[[ Recorded data open ]]

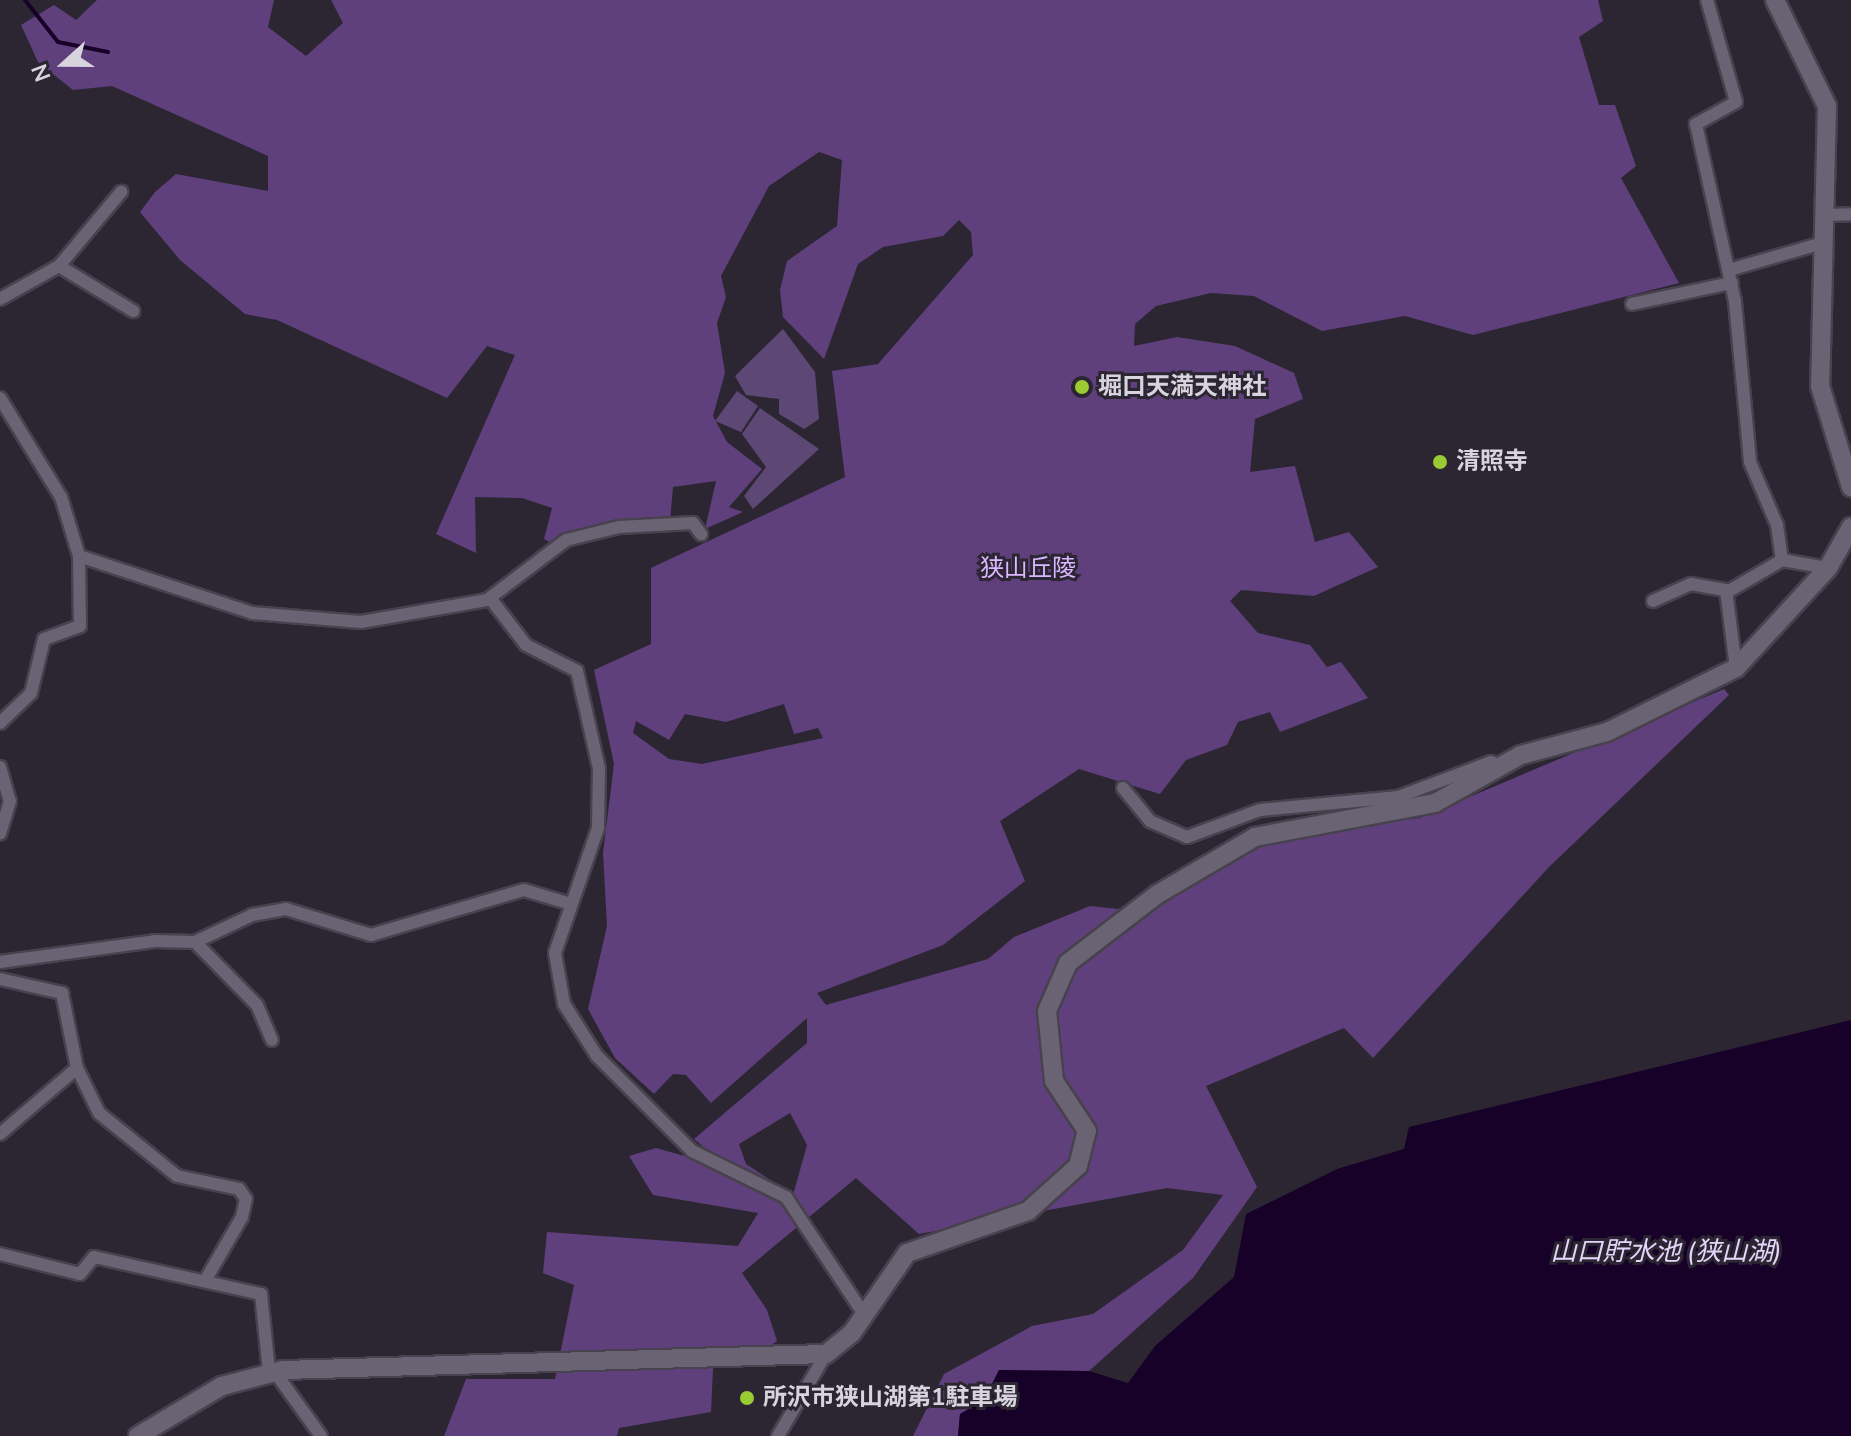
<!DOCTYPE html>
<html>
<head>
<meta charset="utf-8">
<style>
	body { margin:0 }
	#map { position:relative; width:1851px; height:1436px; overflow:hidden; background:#2c2633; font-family:"Nunito Sans","Noto Sans JP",sans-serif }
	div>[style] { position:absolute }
	.green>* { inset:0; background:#5d4775 }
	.forest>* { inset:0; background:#5f407d }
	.water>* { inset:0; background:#170129 }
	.stream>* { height:4px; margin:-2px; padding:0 2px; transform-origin:2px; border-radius:2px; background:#170129 }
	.roads { filter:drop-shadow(2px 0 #47424d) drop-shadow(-2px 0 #47424d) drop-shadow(0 2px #47424d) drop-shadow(0 -2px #47424d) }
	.street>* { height:12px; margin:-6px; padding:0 6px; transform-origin:6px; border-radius:6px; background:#6a6373 }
	.secondary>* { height:18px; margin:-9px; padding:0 9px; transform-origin:9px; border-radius:9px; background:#6a6373 }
	.dots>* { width:22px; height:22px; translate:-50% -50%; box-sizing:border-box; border:4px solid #2c2633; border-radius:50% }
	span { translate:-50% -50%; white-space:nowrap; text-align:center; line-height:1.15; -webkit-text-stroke:6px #2c2633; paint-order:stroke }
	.poi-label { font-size:24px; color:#d8d4dd; font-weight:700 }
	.left { translate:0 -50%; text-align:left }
	.park-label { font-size:24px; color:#d9b6ff }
	.water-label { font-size:26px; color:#e6d5fa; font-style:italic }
	.north { position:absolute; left:24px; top:24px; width:80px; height:80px; -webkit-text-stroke:6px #2c2633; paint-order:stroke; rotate:249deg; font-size:22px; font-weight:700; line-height:32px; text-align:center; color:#d8d4dd }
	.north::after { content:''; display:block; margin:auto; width:28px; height:36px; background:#d8d4dd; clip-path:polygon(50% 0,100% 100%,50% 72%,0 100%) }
</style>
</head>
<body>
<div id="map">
	<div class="green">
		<i style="clip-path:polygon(783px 329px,815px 372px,819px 419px,804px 429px,779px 414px,779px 399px,746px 395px,735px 376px)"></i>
		<i style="clip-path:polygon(737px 391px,758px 406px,741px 432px,715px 421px)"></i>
		<i style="clip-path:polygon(760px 408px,819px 449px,753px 509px,744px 496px,766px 467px,742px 434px)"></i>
	</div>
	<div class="forest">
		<i style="clip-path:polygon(evenodd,97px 0,274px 0,268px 27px,306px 56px,343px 23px,331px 0,1598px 0,1603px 21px,1579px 37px,1599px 105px,1615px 105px,1636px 166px,1621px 178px,1679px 283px,1473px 335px,1405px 316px,1322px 331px,1254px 296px,1211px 293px,1156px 306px,1135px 324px,1134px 346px,1177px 337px,1235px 346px,1294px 373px,1303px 399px,1255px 419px,1250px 472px,1295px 466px,1315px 542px,1349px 532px,1378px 567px,1314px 596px,1241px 590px,1230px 601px,1258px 633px,1310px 645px,1327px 667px,1341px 662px,1368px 698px,1280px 732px,1270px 712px,1238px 722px,1227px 745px,1186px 760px,1160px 794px,1079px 769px,1000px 821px,1025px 881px,943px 945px,817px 993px,826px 1005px,988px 959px,1014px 937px,1090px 906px,1118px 909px,1276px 835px,1420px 818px,1724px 689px,1729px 695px,1549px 867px,1373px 1058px,1344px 1028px,1206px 1086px,1257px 1187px,1193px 1278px,1089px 1371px,999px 1370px,984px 1400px,960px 1414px,958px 1436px,913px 1436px,944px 1374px,1032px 1326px,1093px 1314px,1183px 1250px,1223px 1195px,1167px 1188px,919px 1234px,856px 1178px,742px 1273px,767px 1310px,777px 1341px,766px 1349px,714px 1347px,711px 1412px,619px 1428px,617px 1436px,444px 1436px,466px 1379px,555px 1379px,574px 1285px,543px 1273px,547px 1232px,738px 1246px,758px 1213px,653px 1195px,629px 1156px,656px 1148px,699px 1160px,711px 1153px,694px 1139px,807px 1043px,807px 1018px,711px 1103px,686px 1075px,673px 1074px,654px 1094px,615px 1058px,588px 1009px,607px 926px,603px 853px,614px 764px,594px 670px,651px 644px,651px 568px,845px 477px,832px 371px,878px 364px,973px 255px,971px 232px,959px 220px,943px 236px,883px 247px,858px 264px,824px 359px,783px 317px,780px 290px,787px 261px,837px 226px,842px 160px,819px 152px,769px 186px,721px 276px,726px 297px,717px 323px,725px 373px,713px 416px,727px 442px,762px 469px,729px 507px,743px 512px,705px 529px,716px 481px,673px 487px,670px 521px,556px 546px,544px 539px,552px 508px,522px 498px,475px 497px,476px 553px,436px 534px,515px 355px,487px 346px,447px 398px,277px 320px,245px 314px,180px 260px,140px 212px,155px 192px,176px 174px,268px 191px,268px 156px,112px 86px,73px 90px,38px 62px,21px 25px,54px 5px,76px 20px,97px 0,784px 704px,794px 734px,818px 728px,823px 738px,702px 764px,669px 759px,633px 733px,636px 721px,669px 740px,685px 714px,726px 722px,784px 704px,97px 0,790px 1113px,807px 1145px,793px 1195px,746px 1164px,739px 1144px,790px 1113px)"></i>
	</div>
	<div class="water">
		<i style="clip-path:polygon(1851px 1020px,1851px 1436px,958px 1436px,960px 1414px,984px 1400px,999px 1370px,1089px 1371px,1128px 1383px,1155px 1346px,1234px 1277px,1246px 1214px,1337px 1169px,1404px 1149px,1409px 1127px)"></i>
	</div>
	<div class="stream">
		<i style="left:25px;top:0;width:53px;rotate:51.8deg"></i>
		<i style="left:58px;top:42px;width:51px;rotate:11.3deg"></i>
	</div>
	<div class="roads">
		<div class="street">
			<i style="left:1707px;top:0;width:106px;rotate:74.1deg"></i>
			<i style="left:1736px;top:102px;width:46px;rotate:151.2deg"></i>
			<i style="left:1696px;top:124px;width:182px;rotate:77.6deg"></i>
			<i style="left:1735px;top:302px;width:161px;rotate:84.6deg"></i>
			<i style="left:1750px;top:462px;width:69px;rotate:66.8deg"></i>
			<i style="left:1777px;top:525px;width:35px;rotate:82deg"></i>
			<i style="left:1827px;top:215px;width:24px;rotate:-2deg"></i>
			<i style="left:59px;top:266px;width:87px;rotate:31.3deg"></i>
			<i style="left:1729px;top:270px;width:101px;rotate:-16.1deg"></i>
			<i style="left:0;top:299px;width:68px;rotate:-29.2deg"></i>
			<i style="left:59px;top:266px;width:97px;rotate:-50deg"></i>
			<i style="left:1632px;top:304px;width:102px;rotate:-11.9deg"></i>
			<i style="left:0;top:398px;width:116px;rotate:58.4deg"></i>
			<i style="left:61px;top:497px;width:62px;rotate:73deg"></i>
			<i style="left:79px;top:556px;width:70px;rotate:89.2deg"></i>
			<i style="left:80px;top:626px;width:38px;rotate:160deg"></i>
			<i style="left:44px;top:639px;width:56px;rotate:103.5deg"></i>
			<i style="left:31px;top:693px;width:43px;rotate:135.9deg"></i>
			<i style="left:79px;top:556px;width:182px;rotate:18.2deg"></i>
			<i style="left:252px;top:613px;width:109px;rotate:4.7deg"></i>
			<i style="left:361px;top:622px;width:128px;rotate:-9.9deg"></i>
			<i style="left:487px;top:600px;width:99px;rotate:-37.2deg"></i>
			<i style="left:566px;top:540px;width:55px;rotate:-13.8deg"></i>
			<i style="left:619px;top:527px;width:74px;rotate:-3.1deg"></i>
			<i style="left:693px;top:523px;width:14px;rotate:54deg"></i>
			<i style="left:1726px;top:590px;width:79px;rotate:82.7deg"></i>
			<i style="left:490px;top:598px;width:59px;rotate:52.5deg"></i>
			<i style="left:526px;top:645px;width:57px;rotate:27deg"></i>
			<i style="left:577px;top:671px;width:100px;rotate:77.3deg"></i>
			<i style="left:599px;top:769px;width:59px;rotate:91deg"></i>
			<i style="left:598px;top:828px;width:132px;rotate:109deg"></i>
			<i style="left:555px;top:953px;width:52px;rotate:80deg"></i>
			<i style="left:564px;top:1004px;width:62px;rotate:57.6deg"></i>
			<i style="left:597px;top:1056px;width:134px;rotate:45deg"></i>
			<i style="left:692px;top:1151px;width:105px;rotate:26.1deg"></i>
			<i style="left:786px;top:1197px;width:139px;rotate:56.4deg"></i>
			<i style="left:1653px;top:601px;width:42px;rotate:-24.1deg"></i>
			<i style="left:1691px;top:584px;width:39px;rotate:10deg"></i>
			<i style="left:1729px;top:591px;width:61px;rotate:-30.3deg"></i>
			<i style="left:1782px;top:560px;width:47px;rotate:9.9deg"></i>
			<i style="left:0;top:767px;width:35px;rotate:74deg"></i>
			<i style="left:10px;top:801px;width:34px;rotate:107deg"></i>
			<i style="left:1123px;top:788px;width:43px;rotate:50.7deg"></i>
			<i style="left:1150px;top:821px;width:40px;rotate:23.4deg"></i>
			<i style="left:1187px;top:837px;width:78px;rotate:-20.3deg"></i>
			<i style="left:1260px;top:810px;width:139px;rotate:-5.4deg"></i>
			<i style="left:1398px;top:797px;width:99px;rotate:-20.6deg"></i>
			<i style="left:1491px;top:762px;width:11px;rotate:22deg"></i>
			<i style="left:195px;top:942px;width:88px;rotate:45.5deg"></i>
			<i style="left:257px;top:1005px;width:38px;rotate:67deg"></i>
			<i style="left:0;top:962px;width:156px;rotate:-7.7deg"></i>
			<i style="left:155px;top:941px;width:40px;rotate:1.4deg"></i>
			<i style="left:195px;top:942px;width:63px;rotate:-25.3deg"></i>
			<i style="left:252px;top:915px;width:35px;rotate:-10deg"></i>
			<i style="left:286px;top:909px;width:89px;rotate:17deg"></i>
			<i style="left:371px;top:935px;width:159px;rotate:-16.4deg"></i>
			<i style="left:524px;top:890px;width:49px;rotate:16.6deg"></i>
			<i style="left:0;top:979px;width:64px;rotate:12.7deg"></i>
			<i style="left:62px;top:993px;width:76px;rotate:78.7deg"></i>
			<i style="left:77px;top:1068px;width:50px;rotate:63.9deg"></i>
			<i style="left:99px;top:1113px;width:100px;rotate:38.9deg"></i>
			<i style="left:177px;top:1176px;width:63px;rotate:11.8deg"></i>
			<i style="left:239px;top:1189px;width:12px;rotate:55deg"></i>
			<i style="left:246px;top:1199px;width:18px;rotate:103deg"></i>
			<i style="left:242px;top:1217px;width:72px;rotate:120.1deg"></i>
			<i style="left:0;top:1134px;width:101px;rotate:-40.6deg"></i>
			<i style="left:0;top:1254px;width:82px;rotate:14deg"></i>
			<i style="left:80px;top:1274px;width:22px;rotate:-51deg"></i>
			<i style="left:94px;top:1257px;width:171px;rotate:12.5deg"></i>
			<i style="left:261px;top:1294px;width:77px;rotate:84.1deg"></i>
			<i style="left:274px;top:1371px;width:80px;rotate:54.1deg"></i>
			<i style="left:778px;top:1436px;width:95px;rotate:-59.7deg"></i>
		</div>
		<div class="secondary">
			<i style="left:1775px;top:0;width:118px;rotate:63.9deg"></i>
			<i style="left:1827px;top:106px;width:280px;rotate:91.4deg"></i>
			<i style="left:1820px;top:386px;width:106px;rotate:72.9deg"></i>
			<i style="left:138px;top:1436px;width:98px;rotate:-30.8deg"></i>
			<i style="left:222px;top:1386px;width:63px;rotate:-14.7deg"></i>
			<i style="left:283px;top:1370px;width:543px;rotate:-1.69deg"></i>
			<i style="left:826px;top:1354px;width:33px;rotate:-39deg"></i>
			<i style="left:852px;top:1333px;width:97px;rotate:-55.5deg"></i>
			<i style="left:907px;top:1253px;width:128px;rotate:-19.1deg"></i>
			<i style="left:1028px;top:1211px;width:67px;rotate:-42deg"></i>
			<i style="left:1078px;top:1166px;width:36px;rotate:-76deg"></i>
			<i style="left:1087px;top:1131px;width:60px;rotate:-123.4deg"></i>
			<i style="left:1054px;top:1081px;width:70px;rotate:-95.7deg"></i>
			<i style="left:1047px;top:1011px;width:52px;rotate:-66.4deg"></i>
			<i style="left:1068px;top:963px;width:113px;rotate:-37.5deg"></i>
			<i style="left:1158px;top:894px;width:113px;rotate:-30.4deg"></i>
			<i style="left:1255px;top:837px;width:183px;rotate:-10.7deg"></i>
			<i style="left:1435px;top:803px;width:98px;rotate:-29.2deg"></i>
			<i style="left:1521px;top:755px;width:89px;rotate:-15deg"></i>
			<i style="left:1607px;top:732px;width:144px;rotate:-26.4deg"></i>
			<i style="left:1736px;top:668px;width:136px;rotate:-47.4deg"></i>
			<i style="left:1828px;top:568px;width:47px;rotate:-60.7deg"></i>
		</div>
	</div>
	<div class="dots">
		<i style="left:1082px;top:387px;background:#9bcb33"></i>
		<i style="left:1440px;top:462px;background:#9bcb33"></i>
		<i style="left:747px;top:1398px;background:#9bcb33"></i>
	</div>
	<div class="poi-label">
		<span class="left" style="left:1098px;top:387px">堀口天満天神社</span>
		<span class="left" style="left:1456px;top:462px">清照寺</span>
		<span class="left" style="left:763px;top:1398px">所沢市狭山湖第1駐車場</span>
	</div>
	<div class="park-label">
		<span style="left:1028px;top:569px">狭山丘陵</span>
	</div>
	<div class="water-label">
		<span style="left:1666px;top:1252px">山口貯水池 (狭山湖)</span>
	</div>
	<div class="north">N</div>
</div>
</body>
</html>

[[ Recorded data closed ]]

» Activity
Print the lines from the beginning of the records up to and including the line containing "font-size:24px; color:#d8d4dd; font-weight:700", word for word, with no pictures.

» Result of the exercise
<!DOCTYPE html>
<html>
<head>
<meta charset="utf-8">
<style>
	body { margin:0 }
	#map { position:relative; width:1851px; height:1436px; overflow:hidden; background:#2c2633; font-family:"Nunito Sans","Noto Sans JP",sans-serif }
	div>[style] { position:absolute }
	.green>* { inset:0; background:#5d4775 }
	.forest>* { inset:0; background:#5f407d }
	.water>* { inset:0; background:#170129 }
	.stream>* { height:4px; margin:-2px; padding:0 2px; transform-origin:2px; border-radius:2px; background:#170129 }
	.roads { filter:drop-shadow(2px 0 #47424d) drop-shadow(-2px 0 #47424d) drop-shadow(0 2px #47424d) drop-shadow(0 -2px #47424d) }
	.street>* { height:12px; margin:-6px; padding:0 6px; transform-origin:6px; border-radius:6px; background:#6a6373 }
	.secondary>* { height:18px; margin:-9px; padding:0 9px; transform-origin:9px; border-radius:9px; background:#6a6373 }
	.dots>* { width:22px; height:22px; translate:-50% -50%; box-sizing:border-box; border:4px solid #2c2633; border-radius:50% }
	span { translate:-50% -50%; white-space:nowrap; text-align:center; line-height:1.15; -webkit-text-stroke:6px #2c2633; paint-order:stroke }
	.poi-label { font-size:24px; color:#d8d4dd; font-weight:700 }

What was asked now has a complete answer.